Tarek Abdel Raouf, a mechanical engineering sophomore, also had a positive experience and is hopeful of what these elections will bring.
“We’ve waited so long to vote; there were a lot of people there and the judges were helpful,” he explains.
He believes, however, that there should have been measures taken to stop the violations.
Some weren’t so lucky. Reports spread of several stations being ill-equipped without the very basics like ink and voter ballots.
Head of Egypt’s Supreme Electoral Commission Abdel Moez Ibrahim insists that the first round of voting is “experimental” and that although mistakes and violations occurred, they were minor.
Youssef Sallam, a political science freshman, believes the elections were transparent: “I don’t necessarily agree with the results, but I do believe they came about in a transparent manner. The Freedom and Justice Party did do a lot of work, I don’t agree with all their policies nor do I agree with the way the advertised or the way they politicized religion to get votes, but that’s democracy.”

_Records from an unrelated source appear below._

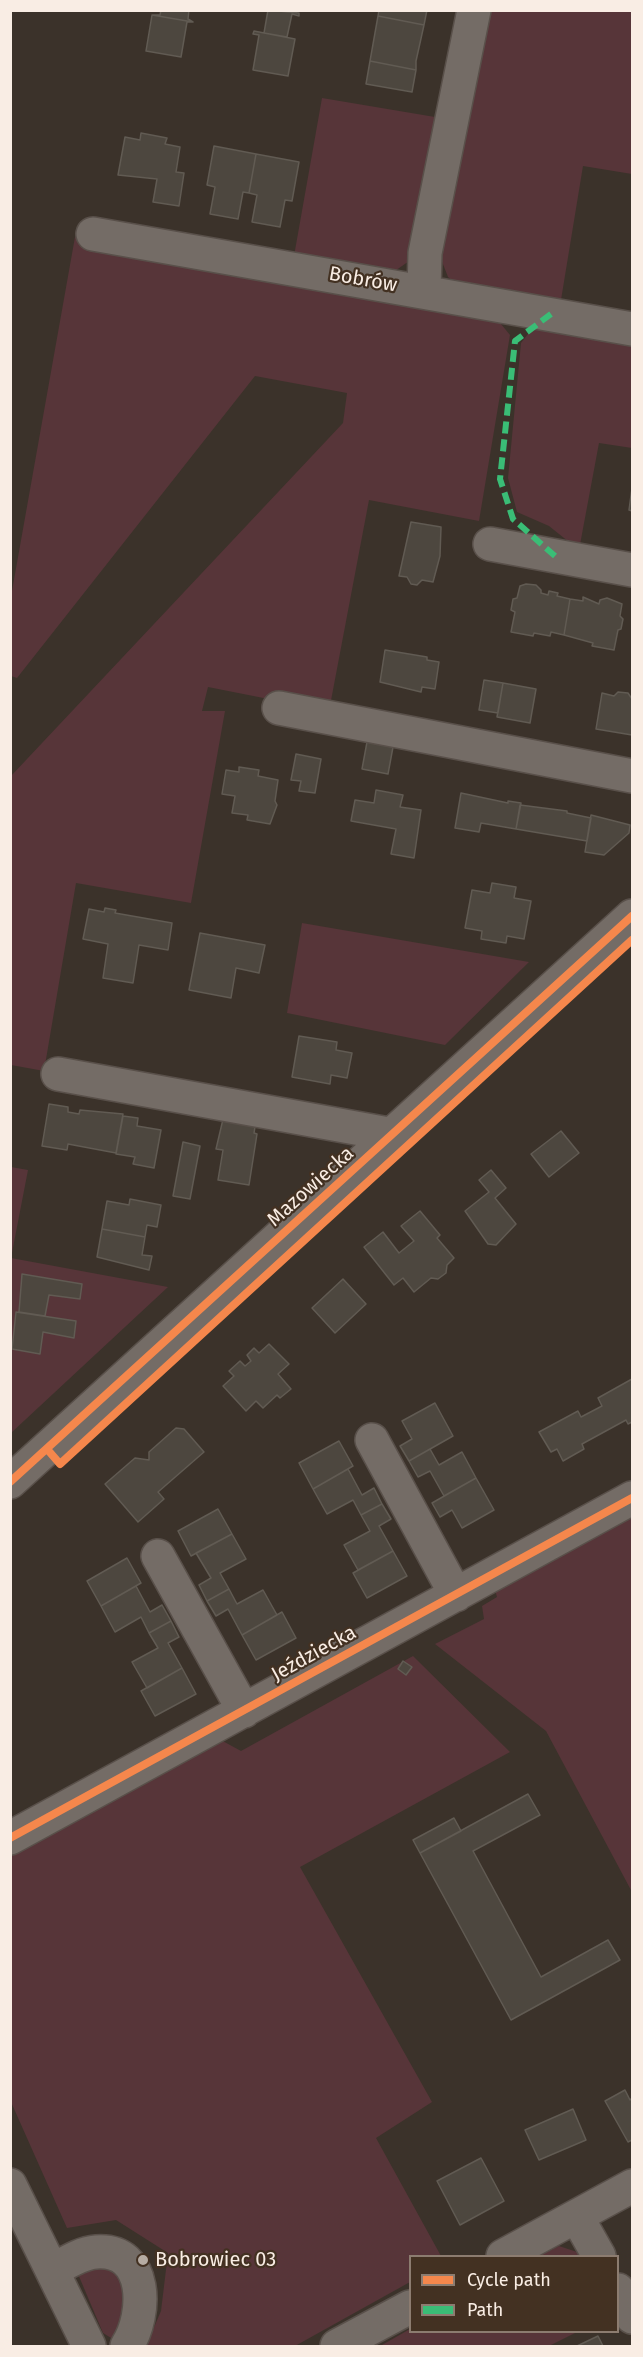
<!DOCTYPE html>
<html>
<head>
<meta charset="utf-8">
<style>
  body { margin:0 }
  #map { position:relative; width:643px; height:2357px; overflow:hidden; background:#3b322a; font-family:"Fira Sans",sans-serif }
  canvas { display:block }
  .frame { position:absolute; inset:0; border:12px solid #f9ede4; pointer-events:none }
  .legend { position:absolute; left:409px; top:2255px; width:210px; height:78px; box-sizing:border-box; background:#433122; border:2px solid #8c7c70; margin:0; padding:8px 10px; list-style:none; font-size:18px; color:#f9ede4 }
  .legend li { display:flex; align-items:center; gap:12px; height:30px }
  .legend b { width:30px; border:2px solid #8c7c70 }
</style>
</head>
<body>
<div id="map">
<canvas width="643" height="2357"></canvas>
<div class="frame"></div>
<ul class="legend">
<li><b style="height:8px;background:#f5874c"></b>Cycle path</li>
<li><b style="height:8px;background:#3abd76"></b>Path</li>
</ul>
</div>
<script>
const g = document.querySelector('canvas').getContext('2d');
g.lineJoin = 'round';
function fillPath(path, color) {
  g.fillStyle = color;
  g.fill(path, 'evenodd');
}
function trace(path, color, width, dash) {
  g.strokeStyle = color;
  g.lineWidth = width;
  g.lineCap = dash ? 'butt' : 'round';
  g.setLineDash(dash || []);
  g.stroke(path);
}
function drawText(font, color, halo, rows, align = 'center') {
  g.font = font + ' "Fira Sans",sans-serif';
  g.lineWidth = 4.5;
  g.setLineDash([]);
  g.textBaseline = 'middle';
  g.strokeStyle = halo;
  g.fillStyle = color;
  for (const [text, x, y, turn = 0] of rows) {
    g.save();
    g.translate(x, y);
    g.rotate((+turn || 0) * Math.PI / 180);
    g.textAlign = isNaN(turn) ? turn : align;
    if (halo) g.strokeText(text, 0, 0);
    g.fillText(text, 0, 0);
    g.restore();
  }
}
const green = new Path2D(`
  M 490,11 L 632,11 L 632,174 L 583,166 L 560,306 L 460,287 L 448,277 L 441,259 Z
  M 322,98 L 435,117 L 412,259 L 392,273 L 294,256 Z
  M 75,237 L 484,310 L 501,324 L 510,335 L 479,521 L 369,500 L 329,711 L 208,687 L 202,711 L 225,711 L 191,903 L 76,883 L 44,1071 L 11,1065 L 11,776 L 343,423 L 347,393 L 255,376 L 17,678 L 11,676 L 10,602 Z
  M 549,324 L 632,340 L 632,448 L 599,443 L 579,550 L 549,526 L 517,512 L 508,478 L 521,343 L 531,330 Z
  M 302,923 L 529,962 L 445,1045 L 287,1013 Z
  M 11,1167 L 28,1170 L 11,1258 L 168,1287 L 11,1433 Z
  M 632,1509 L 632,1892 L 546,1731 L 435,1644 L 484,1619 L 482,1606 L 497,1597 L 494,1586 Z
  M 413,1656 L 510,1752 L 300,1867 L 432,2102 L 376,2138 L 441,2256 L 410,2256 L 410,2282 L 295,2346 L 146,2346 L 161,2311 L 168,2253 L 116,2220 L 67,2228 L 11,2102 L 10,1853 L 219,1739 L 241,1751 Z
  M 559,2246 L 583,2254 L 584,2256 L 539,2256 Z
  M 80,2266 L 123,2266 L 132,2300 L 116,2341 L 103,2333 L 78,2274 Z
  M 410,2329 L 410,2332 L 577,2332 L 549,2346 L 382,2345 Z`);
const building = new Path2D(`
  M 161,10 L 189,10 L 188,19 L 193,22 L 152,15 L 160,15 Z
  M 268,10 L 299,13 L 299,16 L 292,14 L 287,37 L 264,33 Z
  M 379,10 L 427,10 L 424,25 L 378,16 Z
  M 152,15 L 193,22 L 187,22 L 181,57 L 146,51 Z
  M 378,16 L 424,25 L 416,61 L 416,70 L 370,61 Z
  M 254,31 L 295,39 L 288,76 L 253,70 L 259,35 L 253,34 Z
  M 370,61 L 416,70 L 412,92 L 366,84 Z
  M 141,133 L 167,138 L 165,144 L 180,147 L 176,172 L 184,173 L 179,206 L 153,202 L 157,179 L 118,175 L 125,137 L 140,140 Z
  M 214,146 L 256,154 L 249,193 L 243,192 L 238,219 L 210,214 L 215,187 L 207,185 Z
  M 256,154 L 299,162 L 292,201 L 285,200 L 280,227 L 252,222 L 257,195 L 249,193 Z
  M 632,488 L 632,511 L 629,510 Z
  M 411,522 L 441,527 L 440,556 L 433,582 L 422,580 L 417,585 L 411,584 L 407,577 L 399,576 Z
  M 526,584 L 536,585 L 541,590 L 541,593 L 548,595 L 549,591 L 558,593 L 557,596 L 570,599 L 564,635 L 551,632 L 550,636 L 534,633 L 533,636 L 511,632 L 515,612 L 511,610 L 513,599 L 517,598 L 520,586 Z
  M 583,597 L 599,604 L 600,600 L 607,598 L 622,604 L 620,616 L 623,619 L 621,629 L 618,630 L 614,650 L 592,646 L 593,643 L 564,635 L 570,599 L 583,601 Z
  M 385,650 L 427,657 L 427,660 L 439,662 L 435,689 L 422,687 L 421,692 L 380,682 Z
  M 484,680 L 503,683 L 498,713 L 479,710 Z
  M 503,683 L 536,689 L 530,723 L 497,717 Z
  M 618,692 L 628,693 L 632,699 L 632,735 L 596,729 L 602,693 L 614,696 Z
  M 367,742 L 393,747 L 388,774 L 362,769 Z
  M 296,754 L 321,759 L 315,793 L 299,791 L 301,781 L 291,780 Z
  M 239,767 L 259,770 L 258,776 L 278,780 L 275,801 L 277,805 L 270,824 L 247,820 L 248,815 L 232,813 L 235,796 L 222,794 L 226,770 L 239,772 Z
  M 376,790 L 403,795 L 400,807 L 421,810 L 414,858 L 391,854 L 396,829 L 351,821 L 355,800 L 374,803 Z
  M 461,793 L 508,803 L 508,801 L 521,803 L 516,829 L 481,823 L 479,832 L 455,828 Z
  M 520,805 L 567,811 L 567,813 L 591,818 L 587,841 L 516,829 Z
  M 591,815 L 630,825 L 629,833 L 604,855 L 585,852 Z
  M 492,883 L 516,887 L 514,898 L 531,901 L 524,939 L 507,936 L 506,943 L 481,939 L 482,931 L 465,928 L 472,890 L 490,893 Z
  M 105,908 L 116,910 L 115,913 L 172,923 L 168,950 L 139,945 L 133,983 L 103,978 L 108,944 L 83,939 L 89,909 L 104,912 Z
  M 200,933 L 265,945 L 259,973 L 236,968 L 231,998 L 189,990 Z
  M 299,1036 L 337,1042 L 336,1050 L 352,1053 L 347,1078 L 331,1075 L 330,1084 L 292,1077 Z
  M 49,1104 L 68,1107 L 68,1112 L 79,1114 L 80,1110 L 123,1114 L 116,1153 L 68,1144 L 67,1150 L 42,1146 Z
  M 224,1115 L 256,1121 L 254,1133 L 257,1134 L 249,1185 L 218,1180 L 223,1150 L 216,1149 Z
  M 123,1116 L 138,1118 L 137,1126 L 161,1130 L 154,1168 L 133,1164 L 135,1157 L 116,1154 Z
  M 561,1131 L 579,1153 L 549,1177 L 531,1154 Z
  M 183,1142 L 200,1146 L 190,1199 L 173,1196 Z
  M 491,1170 L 506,1188 L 495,1198 L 516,1224 L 496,1245 L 488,1244 L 465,1211 L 489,1192 L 479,1180 Z
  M 130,1199 L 161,1205 L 157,1227 L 147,1225 L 145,1237 L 102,1229 L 107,1201 L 129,1205 Z
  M 420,1211 L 440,1235 L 437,1238 L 454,1258 L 447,1265 L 446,1273 L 438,1279 L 431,1278 L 414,1292 L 403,1278 L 394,1285 L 364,1247 L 383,1232 L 399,1253 L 414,1241 L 401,1226 Z
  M 102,1229 L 145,1237 L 142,1255 L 152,1256 L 149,1270 L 97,1257 Z
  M 22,1274 L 82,1284 L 80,1299 L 49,1295 L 45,1316 L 19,1312 Z
  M 343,1279 L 366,1304 L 335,1333 L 312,1308 Z
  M 16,1312 L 76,1321 L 74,1338 L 43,1332 L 40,1354 L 12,1349 Z
  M 269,1344 L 289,1364 L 278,1374 L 291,1389 L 280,1398 L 277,1395 L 263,1408 L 256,1401 L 246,1411 L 223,1386 L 234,1376 L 229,1371 L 240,1361 L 245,1366 L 251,1361 L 247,1355 L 254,1348 L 259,1353 Z
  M 632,1379 L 632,1422 L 628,1424 L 626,1420 L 582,1444 L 584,1449 L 563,1461 L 557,1449 L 551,1452 L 539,1432 L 578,1411 L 581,1417 L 602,1406 L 598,1398 Z
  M 435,1403 L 453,1436 L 409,1461 L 400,1446 L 412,1439 L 402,1421 Z
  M 176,1428 L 184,1429 L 204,1452 L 158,1492 L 164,1499 L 138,1522 L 105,1484 L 135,1458 L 149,1460 L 149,1452 Z
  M 339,1441 L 353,1466 L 313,1489 L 299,1463 Z
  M 430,1449 L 439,1465 L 462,1452 L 476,1478 L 444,1496 L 430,1471 L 418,1477 L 409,1461 Z
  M 348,1469 L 362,1495 L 374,1488 L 382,1504 L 361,1515 L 353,1500 L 327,1514 L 313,1489 Z
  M 476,1478 L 494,1510 L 462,1528 L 452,1510 L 440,1517 L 432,1503 Z
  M 382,1504 L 391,1519 L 379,1526 L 393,1551 L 358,1570 L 344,1545 L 370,1531 L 361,1515 Z
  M 218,1509 L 232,1534 L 191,1556 L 178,1531 Z
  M 232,1534 L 246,1559 L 220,1573 L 229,1589 L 207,1601 L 199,1585 L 211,1578 L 196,1553 Z
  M 393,1551 L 407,1576 L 367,1598 L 353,1573 Z
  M 127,1558 L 141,1583 L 101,1606 L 87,1581 Z
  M 136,1586 L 150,1612 L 162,1605 L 171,1621 L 149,1633 L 141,1617 L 115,1632 L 101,1606 Z
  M 229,1589 L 237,1604 L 263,1590 L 277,1615 L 242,1635 L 228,1609 L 216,1616 L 207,1601 Z
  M 282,1612 L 296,1638 L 256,1660 L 242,1635 Z
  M 171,1621 L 179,1637 L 168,1643 L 182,1668 L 147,1688 L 132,1662 L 158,1648 L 149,1633 Z
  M 403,1661 L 412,1667 L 406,1675 L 398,1669 Z
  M 182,1668 L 196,1694 L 155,1716 L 141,1691 Z
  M 528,1794 L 540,1815 L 473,1851 L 541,1977 L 608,1940 L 620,1960 L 511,2020 L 420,1853 Z
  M 454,1818 L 461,1831 L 420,1853 L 413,1840 Z
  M 625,2090 L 630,2100 L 632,2098 L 632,2140 L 628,2142 L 605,2101 Z
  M 573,2109 L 586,2140 L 539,2160 L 525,2130 Z
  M 481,2158 L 504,2201 L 460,2225 L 437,2181 Z
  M 598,2336 L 603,2346 L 577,2346 Z`);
const minor = new Path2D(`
  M 93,234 L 632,329
  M 424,291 L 425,253 L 474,10
  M 490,544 L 632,570
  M 279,708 L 632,776
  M 58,1074 L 394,1135
  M 372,1440 L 456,1595
  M 10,1482 L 632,916
  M 158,1556 L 244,1711
  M 10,1838 L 632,1498
  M 10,2185 L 89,2346
  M 577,2217 L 599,2256
  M 503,2256 L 632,2186
  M 53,2270 C 66,2263 81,2253 96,2252 C 149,2248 147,2315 127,2346
  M 618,2290 L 632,2317
  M 337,2346 L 410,2307`);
const quiet = new Path2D(`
  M 551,314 L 515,341 L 500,479 L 513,519 L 555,556`);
const cycleway = new Path2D(`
  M 47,1449 L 60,1464 L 632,940
  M 10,1482 L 632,916
  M 10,1838 L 632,1498`);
const markers = [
  [143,2260,6,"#b6aca3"]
];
const streetNames = [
  ["Bobrów",363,280,10],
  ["Mazowiecka",311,1187,-42],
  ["Jeździecka",314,1654,-29]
];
const poiNames = [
  ["Bobrowiec 03",155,2260]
];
fillPath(green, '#573539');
fillPath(building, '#4d473f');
trace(building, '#615b53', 1.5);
trace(minor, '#59504a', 36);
trace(minor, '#746c66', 33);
trace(quiet, '#3abd76', 6, [12, 6]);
trace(cycleway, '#f5874c', 8);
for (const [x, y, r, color] of markers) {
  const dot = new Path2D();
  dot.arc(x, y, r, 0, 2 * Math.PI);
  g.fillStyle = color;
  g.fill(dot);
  trace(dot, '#433122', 2);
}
drawText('20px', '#f9ede4', '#433122', streetNames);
drawText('20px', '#f9ede4', '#433122', poiNames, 'left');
</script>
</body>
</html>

Many parties including the FJP were accused of manipulating the ballot. Rahman Nasser, a mechanical engineering sophomore, adds that in the two hours it took him to vote, “there were other parties giving out cards and there’s a YouTube video of Kotla El Masreya (The Egyptian Bloc) doing the exact same thing.”
Regardless, the elections went off without any major incidents. Sallam continues saying, “For the very first time my vote counted, and I wanted to be part of the political change brought about by the revolution.”
With the first round of the parliamentary elections out of the way, AUCians like the rest of the country are anticipating the rise of political Islamism and are somewhat fearful of its overwhelming success. The second and the third rounds are just around the corner and soon enough, Egypt will have its very first free elected parliament. Opinions have varied regarding this issue; some think it’s going to be short lived with very little authority and others fear that the upcoming parliament would leave its permanent mark on the Egyptian constitution.
Dr. Namira Negm, assistant professor of international law, expressed her concern with the possible effectiveness of the parliament. She shed the light on the ruling Supreme Council of Armed Forces’ (SCAF) constitutional declaration, which does not provide the parliament with any real power.
“The Islamists have won the first round and I have no doubt that they shall sweep over the second and the third rounds, but I assure you that they will not live up to their promises,” she said.
However, she feels confident that the people in Tahrir will not tolerate the old regime’s ways.